Minto to discourage mass balloon launches

Town council is attempting to put a halt to mass balloon launches within municipal borders.

At the June 2 Minto council meeting local citizen Jacqueline Villemaire presented information on the damage mass balloon releases can do to the environment and asked council to amend the littering bylaw to prevent the practice.

A report from bylaw officer Cam Forbes at the Aug. 11 meeting noted balloons burst and fracture into small pieces at high altitude.

“Some of these pieces will land within the boundaries of the Town of Minto, but most will land on our neighbouring communities. These pieces, once they land, can take up to four years to decompose. While these pieces are decomposing, they can be ingested by livestock or by wildlife and once ingested the decomposition of the balloon slows considerably,” the report notes.

The report also points out there are many American states and some cities in Canada that do not allow the mass release of balloons and some that allow the release of only small numbers of balloons at a time.

“The practice tends to occur around memorials and other sensitive personal events,” Forbes stated in the report.

One option, he suggested, is to prohibit balloon releases except for bio-degradable products for personal or private memorial purposes and not for typical special events or celebrations.

Forbes told council that even though the Environmental Protection Act states releasing balloons is littering, “they don’t enforce it.
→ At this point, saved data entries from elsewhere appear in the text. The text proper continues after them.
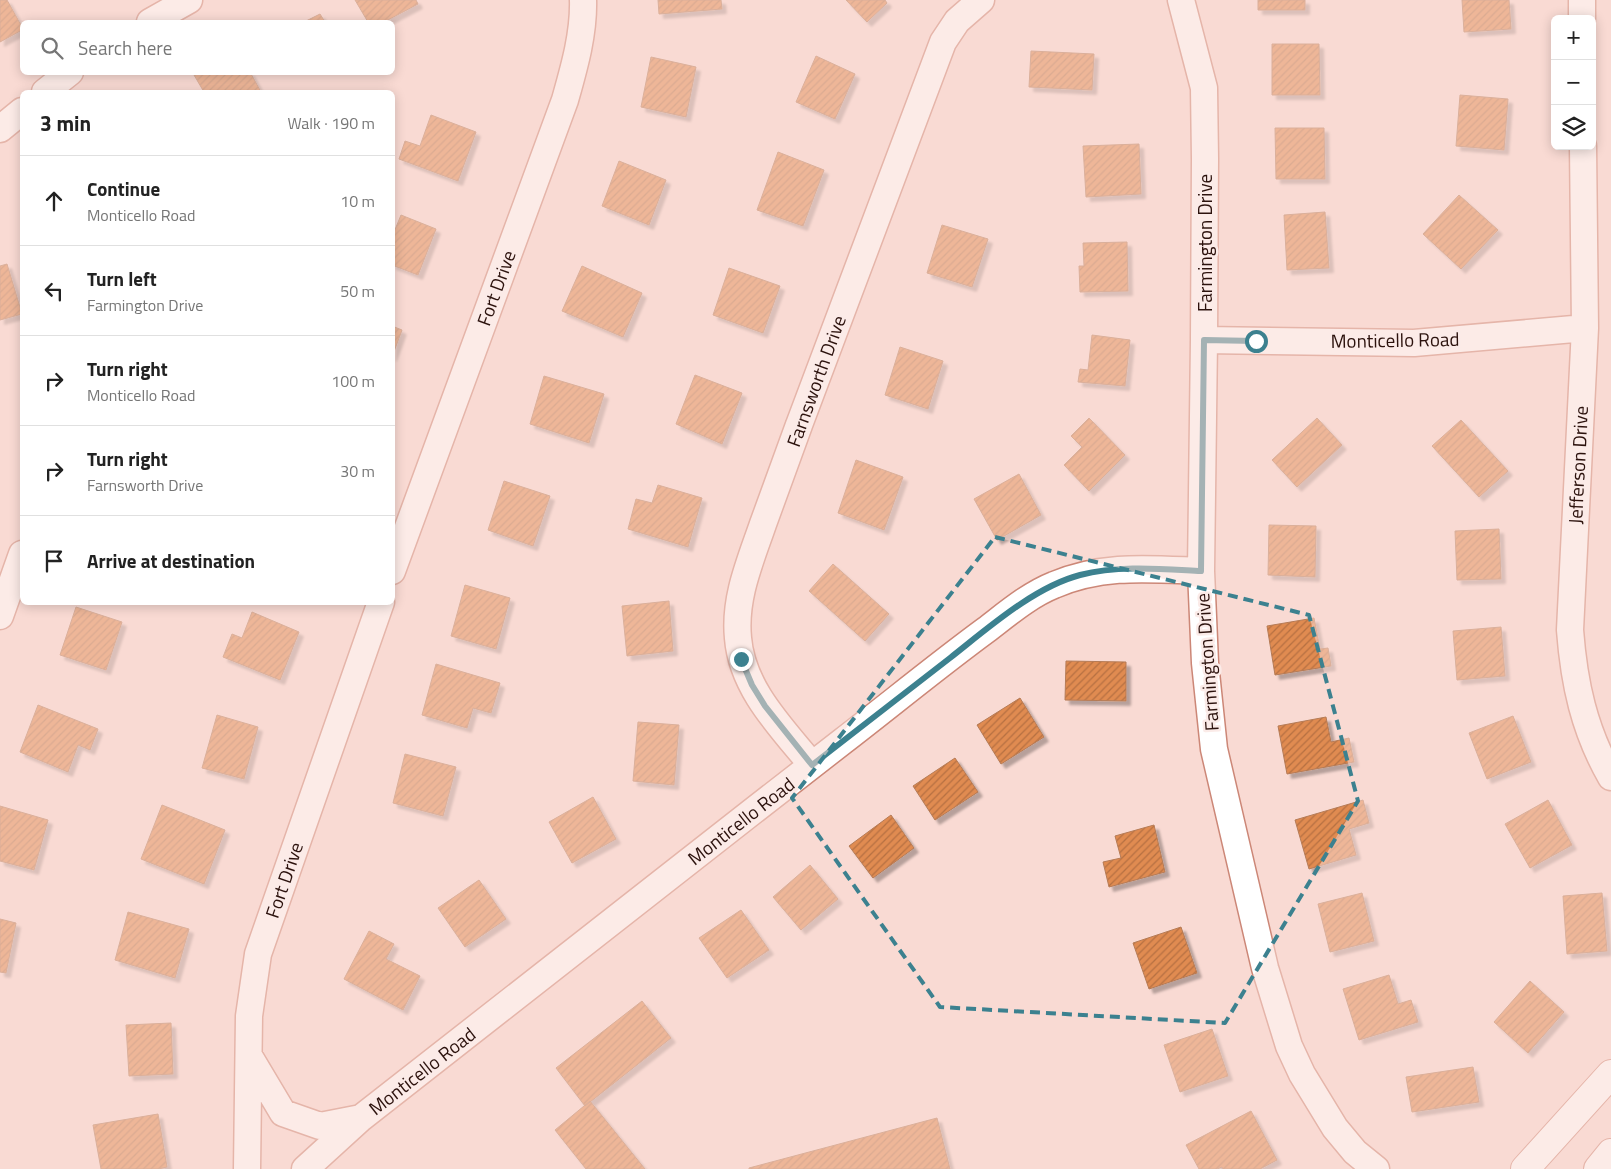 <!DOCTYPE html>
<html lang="en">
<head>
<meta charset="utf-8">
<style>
	:root { --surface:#fff; --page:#f6f6f6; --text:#222; --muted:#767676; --line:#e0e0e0 }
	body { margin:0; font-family:"Titillium Web",sans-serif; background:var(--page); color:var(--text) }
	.controls { position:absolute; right:15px; top:15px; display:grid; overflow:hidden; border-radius:8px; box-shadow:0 2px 12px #0003 }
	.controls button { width:45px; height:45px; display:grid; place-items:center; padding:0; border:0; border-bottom:1px solid var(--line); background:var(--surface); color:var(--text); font:25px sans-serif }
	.stop { position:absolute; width:15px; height:15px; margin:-11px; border:4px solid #3c818f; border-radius:50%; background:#fff }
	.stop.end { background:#3c818f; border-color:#fff; box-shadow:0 1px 5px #0008 }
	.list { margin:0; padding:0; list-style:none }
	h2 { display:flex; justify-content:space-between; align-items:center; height:65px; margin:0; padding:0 20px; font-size:21px }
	h2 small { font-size:16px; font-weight:400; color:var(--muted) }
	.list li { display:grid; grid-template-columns:32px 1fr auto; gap:15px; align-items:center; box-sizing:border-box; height:90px; padding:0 20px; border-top:1px solid var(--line) }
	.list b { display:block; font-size:19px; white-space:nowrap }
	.list p { margin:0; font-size:16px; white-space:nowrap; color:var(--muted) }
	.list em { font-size:16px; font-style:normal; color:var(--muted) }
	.icon { flex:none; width:28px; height:28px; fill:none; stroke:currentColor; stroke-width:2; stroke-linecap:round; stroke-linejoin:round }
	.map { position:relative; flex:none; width:1611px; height:1169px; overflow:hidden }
	.search { position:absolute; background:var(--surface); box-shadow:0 2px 12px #0003; left:20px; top:20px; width:375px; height:55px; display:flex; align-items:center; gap:12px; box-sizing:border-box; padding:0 18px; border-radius:8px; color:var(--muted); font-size:19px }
	.panel { position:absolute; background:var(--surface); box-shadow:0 2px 12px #0003; left:20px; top:90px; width:375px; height:515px; border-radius:8px }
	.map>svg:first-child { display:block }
	.building { fill:url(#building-hatch); stroke:#b57b56; filter:url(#shadow) }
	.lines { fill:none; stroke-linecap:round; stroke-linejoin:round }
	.minor-casing { stroke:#cc8777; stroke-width:29 }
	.primary-casing { stroke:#cc8777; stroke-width:30 }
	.minor { stroke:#fff; stroke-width:26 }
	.primary { stroke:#fff; stroke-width:28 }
	.route { stroke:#3c818f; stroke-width:6 }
	.marked { fill:none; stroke:#3c818f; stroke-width:4; stroke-dasharray:10 6; stroke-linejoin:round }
	.labels { text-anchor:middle; stroke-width:5; stroke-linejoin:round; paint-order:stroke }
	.street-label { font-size:19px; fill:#2c120d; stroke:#fbebe8 }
</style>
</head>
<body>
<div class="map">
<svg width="1611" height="1169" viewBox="0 0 1611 1169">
	<defs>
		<pattern id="building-hatch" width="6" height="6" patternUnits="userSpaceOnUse" patternTransform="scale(1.25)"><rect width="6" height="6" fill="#e08b51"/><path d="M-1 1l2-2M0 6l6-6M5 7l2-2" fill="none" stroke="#b67042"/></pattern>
		<filter id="shadow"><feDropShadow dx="4.5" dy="4.5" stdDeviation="1" flood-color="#0004"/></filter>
	</defs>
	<rect width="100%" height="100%" fill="#f9dad3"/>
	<path class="building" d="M 0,0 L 7,0 L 22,27 L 22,30 L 0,42 Z
		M 355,0 L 416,0 L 418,4 L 384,22 L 368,22 Z
		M 658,0 L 721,0 L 722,9 L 659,14 Z
		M 846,0 L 885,0 L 887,3 L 867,22 Z
		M 1258,0 L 1305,0 L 1305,10 L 1258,10 Z
		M 1462,0 L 1509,0 L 1511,29 L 1464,32 Z
		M 320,14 L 325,22 L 304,22 Z
		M 1272,44 L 1319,44 L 1320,95 L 1272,95 Z
		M 1031,51 L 1094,54 L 1092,90 L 1029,87 Z
		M 816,56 L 855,74 L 835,119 L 796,102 Z
		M 651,57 L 696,67 L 686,117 L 641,107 Z
		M 198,72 L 250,72 L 261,92 L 204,92 L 194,75 Z
		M 1460,95 L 1508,99 L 1504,150 L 1456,146 Z
		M 431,115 L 476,132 L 458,181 L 399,159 L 405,141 L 420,146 Z
		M 1275,128 L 1324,128 L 1325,179 L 1276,179 Z
		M 1139,144 L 1141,194 L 1086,197 L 1083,146 Z
		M 778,152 L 824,170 L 803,226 L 757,210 Z
		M 619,161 L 666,180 L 649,225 L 602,206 Z
		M 1459,195 L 1498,230 L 1461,269 L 1423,234 Z
		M 1325,212 L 1329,268 L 1287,270 L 1284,215 Z
		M 401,215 L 436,229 L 418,275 L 392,265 L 392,237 Z
		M 942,225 L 988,239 L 972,287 L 927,273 Z
		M 1127,242 L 1128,291 L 1080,292 L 1079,266 L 1084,266 L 1083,243 Z
		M 7,264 L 22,314 L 0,320 L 0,266 Z
		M 582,266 L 642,293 L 623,337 L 562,311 Z
		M 729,268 L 780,286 L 763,333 L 713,315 Z
		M 392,326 L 402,330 L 392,357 Z
		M 1092,335 L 1130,340 L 1125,386 L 1078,382 L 1080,369 L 1088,370 Z
		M 900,347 L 943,361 L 928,409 L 885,395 Z
		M 695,375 L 742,393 L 722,444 L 676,424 Z
		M 544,376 L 604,394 L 589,443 L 530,424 Z
		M 1089,418 L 1125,455 L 1089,491 L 1064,465 L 1082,447 L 1071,436 Z
		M 1317,418 L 1342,445 L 1297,487 L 1272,460 Z
		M 1461,420 L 1508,471 L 1479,497 L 1432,446 Z
		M 856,460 L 903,477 L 884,530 L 838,513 Z
		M 1019,474 L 1041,515 L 997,540 L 974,499 Z
		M 504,481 L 550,496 L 533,546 L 488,530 Z
		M 658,485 L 702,498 L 688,547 L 628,529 L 636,499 L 652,503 Z
		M 1269,525 L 1316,526 L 1315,577 L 1268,575 Z
		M 1499,529 L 1501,579 L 1457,580 L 1455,531 Z
		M 833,564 L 889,614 L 865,641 L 809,591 Z
		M 465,585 L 510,598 L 496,649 L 451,636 Z
		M 669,601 L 673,651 L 627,656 L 622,606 Z
		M 76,607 L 122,622 L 106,670 L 60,655 Z
		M 252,612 L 299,632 L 280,680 L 223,657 L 232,634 L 242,638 Z
		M 1314,618 L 1320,649 L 1328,648 L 1331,666 L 1275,675 L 1267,626 Z
		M 1501,627 L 1505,676 L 1457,680 L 1453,631 Z
		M 1066,661 L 1126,662 L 1126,701 L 1065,700 Z
		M 436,664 L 500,683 L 491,713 L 473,708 L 467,728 L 422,715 Z
		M 1020,698 L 1044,737 L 1001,764 L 977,725 Z
		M 38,705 L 98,729 L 90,750 L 78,745 L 68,772 L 20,752 Z
		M 217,715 L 258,727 L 244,779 L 202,768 Z
		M 1513,716 L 1531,762 L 1487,779 L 1469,733 Z
		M 1326,717 L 1331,742 L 1349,738 L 1354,762 L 1287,774 L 1278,726 Z
		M 638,722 L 679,725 L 674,785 L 633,781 Z
		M 405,754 L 456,767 L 443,816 L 393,803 Z
		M 955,758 L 978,792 L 935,820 L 913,786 Z
		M 593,797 L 616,839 L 572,863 L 549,822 Z
		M 1363,800 L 1369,823 L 1349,829 L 1356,855 L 1309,869 L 1295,820 Z
		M 1548,800 L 1572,845 L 1530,868 L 1505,824 Z
		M 162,805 L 225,830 L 204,884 L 141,859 Z
		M 0,806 L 48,820 L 34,870 L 0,861 Z
		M 891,815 L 914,848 L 873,878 L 849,846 Z
		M 1154,825 L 1165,872 L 1109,887 L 1103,862 L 1121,858 L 1115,836 Z
		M 810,865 L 838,899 L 801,930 L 773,897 Z
		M 479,880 L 506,919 L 465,947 L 438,908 Z
		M 1362,893 L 1374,941 L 1330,952 L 1318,904 Z
		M 1602,893 L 1607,951 L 1567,954 L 1563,896 Z
		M 741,910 L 769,950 L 727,978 L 699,938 Z
		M 128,912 L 189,929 L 175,978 L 115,960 Z
		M 0,919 L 16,923 L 6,973 L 0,972 Z
		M 1181,927 L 1197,973 L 1149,989 L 1133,943 Z
		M 369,931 L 394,944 L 386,959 L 420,976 L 403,1010 L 344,979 Z
		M 1389,975 L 1398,1004 L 1411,1000 L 1418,1022 L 1359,1040 L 1343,989 Z
		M 1530,981 L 1564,1012 L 1528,1053 L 1494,1022 Z
		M 642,1001 L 671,1038 L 585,1106 L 556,1068 Z
		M 171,1023 L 173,1074 L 129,1076 L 126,1025 Z
		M 1212,1029 L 1228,1076 L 1180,1092 L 1164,1045 Z
		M 1473,1067 L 1479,1102 L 1412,1112 L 1406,1077 Z
		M 590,1101 L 645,1169 L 586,1169 L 555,1130 Z
		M 1251,1111 L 1277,1160 L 1260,1169 L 1223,1169 L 1222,1167 L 1217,1169 L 1199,1169 L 1186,1145 Z
		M 158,1114 L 167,1167 L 158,1169 L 101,1169 L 93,1125 Z
		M 937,1118 L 950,1169 L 749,1169 L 749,1168 Z"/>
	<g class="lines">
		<g class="minor-casing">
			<path id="minor" d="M 1181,0 L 1204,88 L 1205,159 L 1204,340 L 1201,571 L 1205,663 L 1214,749 L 1265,968 L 1289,1046 L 1302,1074 L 1335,1128 L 1355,1152 L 1376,1169
				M 1582,0 L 1582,19
				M 150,22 L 189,0
				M 45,92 L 70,72
				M 0,129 L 22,111
				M 1583,146 L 1585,328 L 1570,630 C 1574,683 1584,730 1611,777
				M 1204,340 L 1414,343 L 1585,328
				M 392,571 L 565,100 C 574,68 584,34 583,0
				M 0,616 L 22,554
				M 812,765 C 782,728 742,689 738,638 C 734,598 750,562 763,524 C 775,491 787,458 799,425 C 847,297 895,169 943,42 L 957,21 L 981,0
				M 249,1056 L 283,1113 L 320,1126 L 361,1118
				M 247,1169 L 249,1016 L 258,954 L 381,602
				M 305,1169 L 361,1118 C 522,992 682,866 843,741 C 891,704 937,666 986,630 C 1007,614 1029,595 1054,585 C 1103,564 1149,569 1201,571"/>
		</g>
		<g class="primary-casing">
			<path id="primary" d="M 1525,1169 L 1611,1074
				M 1598,1169 L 1611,1153"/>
		</g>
		<use href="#minor" class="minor"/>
		<use href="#primary" class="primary"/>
	</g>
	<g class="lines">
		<path class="route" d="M 741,659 L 752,685 L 765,706 L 812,765 C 858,729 904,694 950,658 C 987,629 1034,587 1080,575 C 1119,565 1161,569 1201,571 L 1204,340 L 1256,341"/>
	</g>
	<path d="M0 0H1611V1169H0ZM 995,537 L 1309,615 L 1358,801 L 1225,1023 L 940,1007 L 792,798 Z" fill="#f9dad3" fill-opacity=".55" fill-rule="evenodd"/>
	<path class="marked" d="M 995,537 L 1309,615 L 1358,801 L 1225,1023 L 940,1007 L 792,798 Z"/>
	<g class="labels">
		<g class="street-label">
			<text transform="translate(1205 243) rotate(-90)" y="7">Farmington Drive</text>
			<text transform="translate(496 288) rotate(-70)" y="7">Fort Drive</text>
			<text transform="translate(1395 340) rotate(-1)" y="7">Monticello Road</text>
			<text transform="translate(816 381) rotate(-70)" y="7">Farnsworth Drive</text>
			<text transform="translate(1578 465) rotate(-87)" y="7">Jefferson Drive</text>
			<text transform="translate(1207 662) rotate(-94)" y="7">Farmington Drive</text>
			<text transform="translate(741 821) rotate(-38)" y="7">Monticello Road</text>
			<text transform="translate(284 880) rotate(-71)" y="7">Fort Drive</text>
			<text transform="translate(422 1071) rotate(-38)" y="7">Monticello Road</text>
		</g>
	</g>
</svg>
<div class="controls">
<button>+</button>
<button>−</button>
<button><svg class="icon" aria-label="layers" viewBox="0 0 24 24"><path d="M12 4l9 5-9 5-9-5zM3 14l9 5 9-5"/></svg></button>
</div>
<div class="stop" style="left:1256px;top:341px"></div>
<div class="stop end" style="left:741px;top:659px"></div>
<div class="search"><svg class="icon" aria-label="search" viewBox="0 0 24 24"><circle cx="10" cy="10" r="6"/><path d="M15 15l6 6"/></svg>Search here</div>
<section class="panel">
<h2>3 min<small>Walk · 190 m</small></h2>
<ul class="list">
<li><svg class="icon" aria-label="ahead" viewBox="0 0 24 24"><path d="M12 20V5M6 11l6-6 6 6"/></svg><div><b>Continue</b><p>Monticello Road</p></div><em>10 m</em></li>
<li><svg class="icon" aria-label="left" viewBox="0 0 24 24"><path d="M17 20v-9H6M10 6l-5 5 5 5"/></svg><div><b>Turn left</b><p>Farmington Drive</p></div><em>50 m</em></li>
<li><svg class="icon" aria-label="right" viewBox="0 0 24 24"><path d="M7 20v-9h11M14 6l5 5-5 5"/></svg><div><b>Turn right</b><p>Monticello Road</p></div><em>100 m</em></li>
<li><svg class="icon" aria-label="right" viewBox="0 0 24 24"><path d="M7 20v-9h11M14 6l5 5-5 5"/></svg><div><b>Turn right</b><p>Farnsworth Drive</p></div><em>30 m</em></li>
<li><svg class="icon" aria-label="arrive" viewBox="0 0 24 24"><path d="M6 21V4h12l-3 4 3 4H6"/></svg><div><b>Arrive at destination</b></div></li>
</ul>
</section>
</div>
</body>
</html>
They’ve never heard of it.”

Mayor George Bridge agreed banning mass balloon launches would be better enforced provincially.

“We can’t ban balloons, because people are going to fill balloons up with helium, they’re going to be at birthday parties, they’re going to be at everything else,” said Bridge.

Councillor David Turton suggested rather than creating a bylaw to ban mass balloon launches, the town could contact the few groups known to have regular balloon launches and ask them to reconsider the practice.

CAO Bill White suggested a clause banning mass launches could be written into rental agreements for municipal facilities.

“That covers a lot of events,” White noted.

Council approved a resolution agreeing to pursue the issue through public education, including contacting the groups known to hold balloon launches and to adjust municipal facility rental agreements to prohibit the practice.